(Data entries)
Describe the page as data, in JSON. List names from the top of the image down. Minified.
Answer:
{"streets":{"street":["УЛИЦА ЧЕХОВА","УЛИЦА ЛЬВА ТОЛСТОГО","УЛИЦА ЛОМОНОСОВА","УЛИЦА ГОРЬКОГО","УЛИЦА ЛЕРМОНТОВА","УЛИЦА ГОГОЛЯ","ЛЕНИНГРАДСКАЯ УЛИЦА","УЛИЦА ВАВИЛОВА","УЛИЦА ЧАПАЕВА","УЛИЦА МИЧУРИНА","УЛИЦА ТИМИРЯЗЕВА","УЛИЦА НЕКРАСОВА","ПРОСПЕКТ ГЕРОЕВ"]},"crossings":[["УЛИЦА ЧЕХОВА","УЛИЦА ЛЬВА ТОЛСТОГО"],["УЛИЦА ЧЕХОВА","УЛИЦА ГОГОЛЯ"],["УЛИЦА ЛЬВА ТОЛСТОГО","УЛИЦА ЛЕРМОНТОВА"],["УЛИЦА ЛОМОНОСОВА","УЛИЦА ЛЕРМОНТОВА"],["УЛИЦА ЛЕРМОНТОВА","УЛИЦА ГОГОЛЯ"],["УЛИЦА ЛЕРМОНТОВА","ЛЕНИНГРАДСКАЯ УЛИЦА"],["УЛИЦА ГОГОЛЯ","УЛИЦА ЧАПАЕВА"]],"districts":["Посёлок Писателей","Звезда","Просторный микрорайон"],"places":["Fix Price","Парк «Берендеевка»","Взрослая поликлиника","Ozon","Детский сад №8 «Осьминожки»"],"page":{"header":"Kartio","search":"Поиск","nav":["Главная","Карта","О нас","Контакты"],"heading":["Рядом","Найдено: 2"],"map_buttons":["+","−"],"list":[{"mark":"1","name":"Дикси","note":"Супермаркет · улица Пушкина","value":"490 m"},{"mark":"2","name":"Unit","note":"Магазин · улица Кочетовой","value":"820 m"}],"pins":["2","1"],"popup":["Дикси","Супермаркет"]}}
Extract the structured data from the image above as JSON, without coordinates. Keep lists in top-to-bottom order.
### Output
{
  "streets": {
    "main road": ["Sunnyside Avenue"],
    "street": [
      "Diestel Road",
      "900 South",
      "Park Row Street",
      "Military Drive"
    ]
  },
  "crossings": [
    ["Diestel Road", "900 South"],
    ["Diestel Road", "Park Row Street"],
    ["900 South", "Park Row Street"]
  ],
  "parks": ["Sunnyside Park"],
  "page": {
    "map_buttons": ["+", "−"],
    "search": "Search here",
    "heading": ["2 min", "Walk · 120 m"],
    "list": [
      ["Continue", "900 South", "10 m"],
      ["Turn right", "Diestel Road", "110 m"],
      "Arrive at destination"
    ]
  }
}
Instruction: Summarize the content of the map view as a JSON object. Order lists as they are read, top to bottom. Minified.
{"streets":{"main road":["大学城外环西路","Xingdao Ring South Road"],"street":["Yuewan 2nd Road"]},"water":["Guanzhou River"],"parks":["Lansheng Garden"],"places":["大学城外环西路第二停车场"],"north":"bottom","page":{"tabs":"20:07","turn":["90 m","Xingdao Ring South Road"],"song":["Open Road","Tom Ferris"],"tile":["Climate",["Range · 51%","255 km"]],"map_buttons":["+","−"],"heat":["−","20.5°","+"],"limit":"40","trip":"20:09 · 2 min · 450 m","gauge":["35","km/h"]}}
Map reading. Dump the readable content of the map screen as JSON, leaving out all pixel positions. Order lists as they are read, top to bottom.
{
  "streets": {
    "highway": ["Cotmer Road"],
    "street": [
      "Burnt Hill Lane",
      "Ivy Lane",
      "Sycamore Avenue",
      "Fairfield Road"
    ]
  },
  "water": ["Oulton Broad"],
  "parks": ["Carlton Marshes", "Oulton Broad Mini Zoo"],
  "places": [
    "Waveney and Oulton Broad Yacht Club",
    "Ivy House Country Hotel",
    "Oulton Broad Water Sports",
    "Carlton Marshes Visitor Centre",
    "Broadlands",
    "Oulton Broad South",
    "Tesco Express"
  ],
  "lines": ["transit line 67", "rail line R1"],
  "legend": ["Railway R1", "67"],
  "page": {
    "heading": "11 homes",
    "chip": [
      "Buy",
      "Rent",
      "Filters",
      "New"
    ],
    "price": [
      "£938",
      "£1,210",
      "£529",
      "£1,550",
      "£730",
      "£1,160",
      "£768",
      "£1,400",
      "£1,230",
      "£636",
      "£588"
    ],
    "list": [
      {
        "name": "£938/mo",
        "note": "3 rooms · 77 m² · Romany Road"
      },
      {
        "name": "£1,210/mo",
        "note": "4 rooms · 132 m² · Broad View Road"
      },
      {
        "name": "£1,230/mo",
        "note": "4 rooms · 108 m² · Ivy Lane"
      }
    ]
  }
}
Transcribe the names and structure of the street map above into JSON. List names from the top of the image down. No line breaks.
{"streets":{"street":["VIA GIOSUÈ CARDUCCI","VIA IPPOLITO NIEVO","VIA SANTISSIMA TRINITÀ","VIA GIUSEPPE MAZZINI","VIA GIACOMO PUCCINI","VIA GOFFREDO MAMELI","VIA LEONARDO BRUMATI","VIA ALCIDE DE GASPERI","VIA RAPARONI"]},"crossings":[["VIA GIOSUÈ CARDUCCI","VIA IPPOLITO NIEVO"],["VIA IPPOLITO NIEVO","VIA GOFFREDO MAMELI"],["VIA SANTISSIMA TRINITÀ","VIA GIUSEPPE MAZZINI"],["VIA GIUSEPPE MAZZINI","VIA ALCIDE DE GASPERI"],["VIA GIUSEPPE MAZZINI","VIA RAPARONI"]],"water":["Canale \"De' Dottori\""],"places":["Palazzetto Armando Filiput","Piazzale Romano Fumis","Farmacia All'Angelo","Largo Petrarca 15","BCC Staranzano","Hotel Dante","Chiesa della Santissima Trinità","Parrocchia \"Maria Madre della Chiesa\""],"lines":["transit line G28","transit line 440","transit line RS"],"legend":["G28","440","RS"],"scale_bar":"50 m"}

Your instructions
Tally the lines of the data that include the word "read". Reply with the number only.

Result for this task
2